§ **RECORDS PROVIDED**:
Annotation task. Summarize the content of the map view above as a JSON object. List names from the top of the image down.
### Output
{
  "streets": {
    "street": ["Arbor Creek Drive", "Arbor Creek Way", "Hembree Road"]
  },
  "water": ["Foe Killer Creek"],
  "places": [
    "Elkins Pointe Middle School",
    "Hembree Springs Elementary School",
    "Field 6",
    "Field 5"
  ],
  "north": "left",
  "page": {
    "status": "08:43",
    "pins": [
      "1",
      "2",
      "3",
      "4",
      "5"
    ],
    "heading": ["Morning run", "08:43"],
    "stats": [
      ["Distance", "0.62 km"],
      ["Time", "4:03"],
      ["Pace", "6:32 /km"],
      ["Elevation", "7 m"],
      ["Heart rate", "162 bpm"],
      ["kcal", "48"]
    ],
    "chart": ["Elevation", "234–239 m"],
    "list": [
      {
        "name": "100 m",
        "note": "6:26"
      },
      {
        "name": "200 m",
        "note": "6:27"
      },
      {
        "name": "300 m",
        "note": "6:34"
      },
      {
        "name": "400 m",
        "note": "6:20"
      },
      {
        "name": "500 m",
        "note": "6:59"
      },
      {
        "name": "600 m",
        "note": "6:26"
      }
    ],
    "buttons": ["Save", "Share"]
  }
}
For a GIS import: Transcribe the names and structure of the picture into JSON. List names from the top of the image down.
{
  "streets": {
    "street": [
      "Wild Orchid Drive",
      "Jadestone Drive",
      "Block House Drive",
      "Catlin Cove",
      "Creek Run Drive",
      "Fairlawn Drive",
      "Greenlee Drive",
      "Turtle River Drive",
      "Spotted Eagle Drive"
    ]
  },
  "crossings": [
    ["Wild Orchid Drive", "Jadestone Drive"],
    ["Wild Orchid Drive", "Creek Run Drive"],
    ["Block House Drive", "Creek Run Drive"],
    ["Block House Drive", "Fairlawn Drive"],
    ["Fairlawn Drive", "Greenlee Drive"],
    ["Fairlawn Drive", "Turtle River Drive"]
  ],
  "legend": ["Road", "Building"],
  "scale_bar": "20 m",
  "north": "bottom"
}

§ **TASK GOAL**: The data must be duplicated exactly, with nothing left out.

§ **EXPECTED ANSWER**:
Annotation task. Summarize the content of the map view above as a JSON object. List names from the top of the image down.
### Output
{
  "streets": {
    "street": ["Arbor Creek Drive", "Arbor Creek Way", "Hembree Road"]
  },
  "water": ["Foe Killer Creek"],
  "places": [
    "Elkins Pointe Middle School",
    "Hembree Springs Elementary School",
    "Field 6",
    "Field 5"
  ],
  "north": "left",
  "page": {
    "status": "08:43",
    "pins": [
      "1",
      "2",
      "3",
      "4",
      "5"
    ],
    "heading": ["Morning run", "08:43"],
    "stats": [
      ["Distance", "0.62 km"],
      ["Time", "4:03"],
      ["Pace", "6:32 /km"],
      ["Elevation", "7 m"],
      ["Heart rate", "162 bpm"],
      ["kcal", "48"]
    ],
    "chart": ["Elevation", "234–239 m"],
    "list": [
      {
        "name": "100 m",
        "note": "6:26"
      },
      {
        "name": "200 m",
        "note": "6:27"
      },
      {
        "name": "300 m",
        "note": "6:34"
      },
      {
        "name": "400 m",
        "note": "6:20"
      },
      {
        "name": "500 m",
        "note": "6:59"
      },
      {
        "name": "600 m",
        "note": "6:26"
      }
    ],
    "buttons": ["Save", "Share"]
  }
}
For a GIS import: Transcribe the names and structure of the picture into JSON. List names from the top of the image down.
{
  "streets": {
    "street": [
      "Wild Orchid Drive",
      "Jadestone Drive",
      "Block House Drive",
      "Catlin Cove",
      "Creek Run Drive",
      "Fairlawn Drive",
      "Greenlee Drive",
      "Turtle River Drive",
      "Spotted Eagle Drive"
    ]
  },
  "crossings": [
    ["Wild Orchid Drive", "Jadestone Drive"],
    ["Wild Orchid Drive", "Creek Run Drive"],
    ["Block House Drive", "Creek Run Drive"],
    ["Block House Drive", "Fairlawn Drive"],
    ["Fairlawn Drive", "Greenlee Drive"],
    ["Fairlawn Drive", "Turtle River Drive"]
  ],
  "legend": ["Road", "Building"],
  "scale_bar": "20 m",
  "north": "bottom"
}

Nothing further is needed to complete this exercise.